The fitness and ability of the rider also play a part. Beginner riders tend to be more unbalanced than more experienced riders. An unbalanced load is harder for a horse to carry as it places more strain on them. The uneven weight distribution caused by an unbalanced or unfit rider can lead to lameness and other issues as the horse has to alter how they move to compensate for the rider.
It’s important the saddle fits both you and your horse.
The length and type of saddle a horse can carry comfortably is influenced by their size and conformation. In general, the bigger the horse, the longer the saddle they can carry, but not every big horse is capable of carrying a big rider. A saddle must fit your seat comfortably and allow you to sit in the centre of the saddle in a balanced position.

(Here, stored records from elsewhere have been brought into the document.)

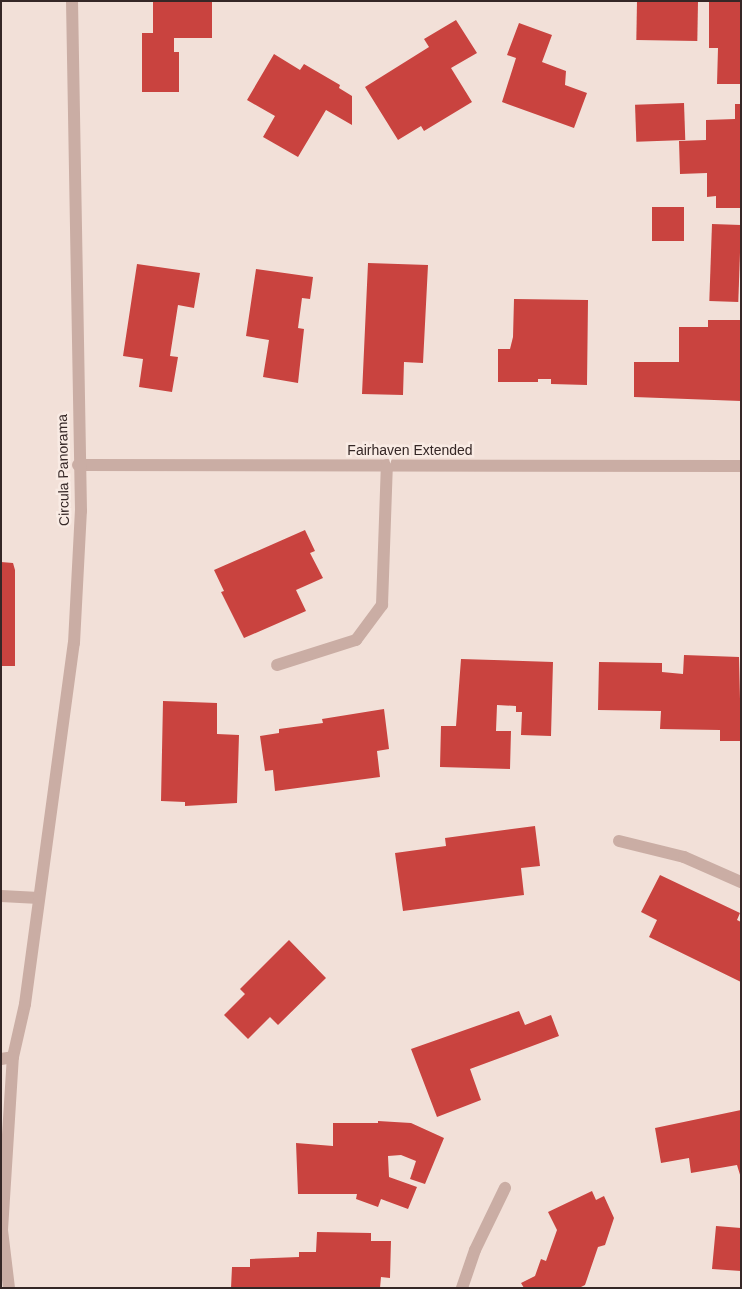 <!DOCTYPE html>
<style>
body{margin:0}
#map{position:relative;width:742px;height:1289px;overflow:hidden;background:#f2e0d8;font-family:Arial,sans-serif}
div>[style]{position:absolute}
[style*='--x']{left:calc(var(--x)*1px);top:calc(var(--y)*1px);width:calc(var(--w)*1px);rotate:calc(var(--a)*1deg)}
.building>*{inset:0;background:#c9433f;transform-origin:0 0}
.minor>*{height:12px;margin:-6px;padding:0 6px;transform-origin:6px;border-radius:6px;background:#caada4}
span{translate:-50% -50%;white-space:nowrap;text-align:center;line-height:1.15;-webkit-text-stroke:5px #f9ebe4;paint-order:stroke}
.street-label{font-size:14px;color:#352726}
.frame{position:absolute;inset:0;border:2px solid #352726;pointer-events:none}
</style>
<div id="map">
<div class="building">
<i style="clip-path:polygon(153px 1px,212px 1px,212px 38px,174px 38px,174px 52px,179px 52px,179px 92px,142px 92px,142px 33px,153px 33px)"></i>
<i style="left:637px;top:1px;width:61px;height:39px;rotate:1deg"></i>
<i style="clip-path:polygon(709px 2px,741px 2px,741px 84px,717px 84px,718px 48px,709px 48px)"></i>
<i style="clip-path:polygon(456px 20px,477px 53px,451px 68px,472px 102px,424px 131px,421px 126px,398px 140px,365px 87px,429px 47px,424px 39px)"></i>
<i style="clip-path:polygon(519px 23px,552px 35px,542px 62px,566px 71px,565px 85px,587px 93px,574px 128px,502px 102px,516px 58px,507px 55px)"></i>
<i style="clip-path:polygon(274px 54px,300px 70px,304px 64px,340px 85px,339px 88px,352px 96px,352px 125px,326px 110px,298px 157px,263px 137px,275px 116px,247px 100px)"></i>
<i style="left:684px;top:103px;width:37px;height:49px;rotate:88deg"></i>
<i style="clip-path:polygon(735px 104px,741px 104px,741px 208px,716px 208px,716px 196px,707px 197px,707px 173px,680px 174px,679px 141px,706px 140px,706px 120px,735px 119px)"></i>
<i style="left:684px;top:207px;width:34px;height:32px;rotate:90deg"></i>
<i style="left:712px;top:224px;width:29px;height:77px;rotate:2deg"></i>
<i style="clip-path:polygon(368px 263px,428px 265px,423px 363px,404px 362px,403px 395px,362px 394px)"></i>
<i style="clip-path:polygon(137px 264px,200px 273px,194px 308px,178px 305px,170px 356px,178px 357px,172px 392px,139px 387px,143px 359px,123px 356px)"></i>
<i style="clip-path:polygon(256px 269px,313px 277px,310px 299px,302px 298px,298px 328px,304px 329px,298px 383px,263px 377px,269px 340px,246px 336px)"></i>
<i style="clip-path:polygon(514px 299px,588px 300px,587px 385px,551px 384px,551px 379px,538px 379px,538px 382px,498px 382px,498px 349px,510px 349px,513px 337px)"></i>
<i style="clip-path:polygon(708px 320px,741px 320px,741px 401px,634px 397px,634px 362px,679px 362px,679px 327px,708px 327px)"></i>
<i style="clip-path:polygon(305px 530px,315px 551px,310px 553px,323px 578px,296px 590px,306px 611px,244px 638px,221px 592px,224px 591px,214px 570px)"></i>
<i style="clip-path:polygon(1px 562px,13px 563px,15px 570px,15px 666px,1px 666px)"></i>
<i style="clip-path:polygon(684px 655px,739px 657px,741px 741px,720px 741px,720px 730px,660px 729px,661px 711px,598px 710px,599px 662px,662px 663px,662px 672px,683px 674px)"></i>
<i style="clip-path:polygon(461px 659px,553px 662px,551px 736px,521px 735px,522px 712px,516px 712px,516px 706px,497px 705px,496px 731px,511px 731px,510px 769px,440px 767px,441px 726px,456px 726px)"></i>
<i style="clip-path:polygon(163px 701px,217px 703px,217px 734px,239px 735px,237px 803px,185px 806px,185px 802px,161px 801px)"></i>
<i style="clip-path:polygon(384px 709px,389px 749px,377px 751px,380px 777px,275px 791px,273px 770px,265px 771px,260px 736px,279px 733px,279px 729px,323px 723px,322px 719px)"></i>
<i style="clip-path:polygon(535px 826px,540px 866px,521px 868px,524px 895px,403px 911px,395px 853px,446px 846px,445px 838px)"></i>
<i style="clip-path:polygon(660px 875px,740px 913px,737px 920px,741px 922px,741px 982px,649px 937px,657px 920px,641px 912px)"></i>
<i style="clip-path:polygon(289px 940px,326px 978px,278px 1025px,270px 1017px,248px 1039px,224px 1015px,245px 994px,240px 989px)"></i>
<i style="clip-path:polygon(519px 1011px,525px 1025px,551px 1015px,559px 1036px,470px 1069px,481px 1100px,437px 1117px,411px 1049px)"></i>
<i style="clip-path:polygon(741px 1110px,741px 1178px,737px 1165px,691px 1173px,689px 1158px,661px 1163px,655px 1128px)"></i>
<i style="clip-path:polygon(378px 1121px,411px 1123px,444px 1138px,425px 1184px,410px 1179px,416px 1161px,401px 1155px,388px 1156px,389px 1177px,417px 1187px,408px 1209px,381px 1199px,378px 1207px,356px 1199px,357px 1194px,298px 1194px,296px 1143px,333px 1146px,333px 1123px,378px 1123px)"></i>
<i style="clip-path:polygon(592px 1191px,596px 1200px,604px 1196px,614px 1218px,605px 1245px,598px 1247px,585px 1285px,579px 1288px,524px 1288px,521px 1283px,535px 1276px,541px 1259px,546px 1261px,557px 1230px,548px 1212px)"></i>
<i style="clip-path:polygon(716px 1226px,741px 1228px,741px 1271px,712px 1269px)"></i>
<i style="clip-path:polygon(317px 1232px,371px 1233px,371px 1241px,391px 1241px,390px 1278px,381px 1277px,380px 1288px,231px 1288px,232px 1267px,250px 1267px,250px 1259px,299px 1257px,299px 1252px,316px 1252px)"></i>
</div>
<div class="minor">
<i style="--x:78;--y:465;--w:663;--a:0.09"></i>
<i style="--x:277;--y:665;--w:83;--a:-17.6"></i>
<i style="--x:356;--y:640;--w:44;--a:-53.4"></i>
<i style="--x:382;--y:605;--w:140;--a:-88"></i>
<i style="--x:619;--y:841;--w:67;--a:13.8"></i>
<i style="--x:684;--y:857;--w:62;--a:23.7"></i>
<i style="--x:1;--y:896;--w:38;--a:3"></i>
<i style="--x:1;--y:1059;--w:12;--a:-9"></i>
<i style="--x:13;--y:1057;--w:54;--a:-77.2"></i>
<i style="--x:25;--y:1004;--w:364;--a:-82.3"></i>
<i style="--x:74;--y:643;--w:132;--a:-87"></i>
<i style="--x:81;--y:511;--w:510;--a:-91.01"></i>
<i style="--x:9;--y:1288;--w:58;--a:-96.9"></i>
<i style="--x:2;--y:1230;--w:173;--a:-86.4"></i>
<i style="--x:462;--y:1288;--w:40;--a:-71.1"></i>
<i style="--x:475;--y:1250;--w:69;--a:-64.2"></i>
</div>
<div class="street-label">
<span style="left:410px;top:450px">Fairhaven Extended</span>
<span style="left:63px;top:470px;rotate:-91deg">Circula Panorama</span>
</div>
<div class="frame"></div>
</div>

Your body proportions need to be taken into consideration too. Riders with long legs or long thigh measurements often need longer saddles to accommodate their leg length and stop their knee going over the knee roll. Continually riding in a saddle that isn’t the right size for you will have a detrimental effect on both you and the horse you are riding, no matter how well fitted to the horse it is. Your weight will be distributed unevenly through the saddle and across the horse’s back, creating pressure points and restricting the horse’s movement. Over time, this can lead to uneven muscle development and soreness and potentially long-term injury to the horse.
All riding schools in the UK are licensed and undergo yearly tack inspections with the Local Authority appointed veterinarian. At BHS Approved Centres, the horses will have their saddles fitted to them, which will be suitable for the type of work the horse does. If you find the saddle uncomfortable, make sure you tell your coach.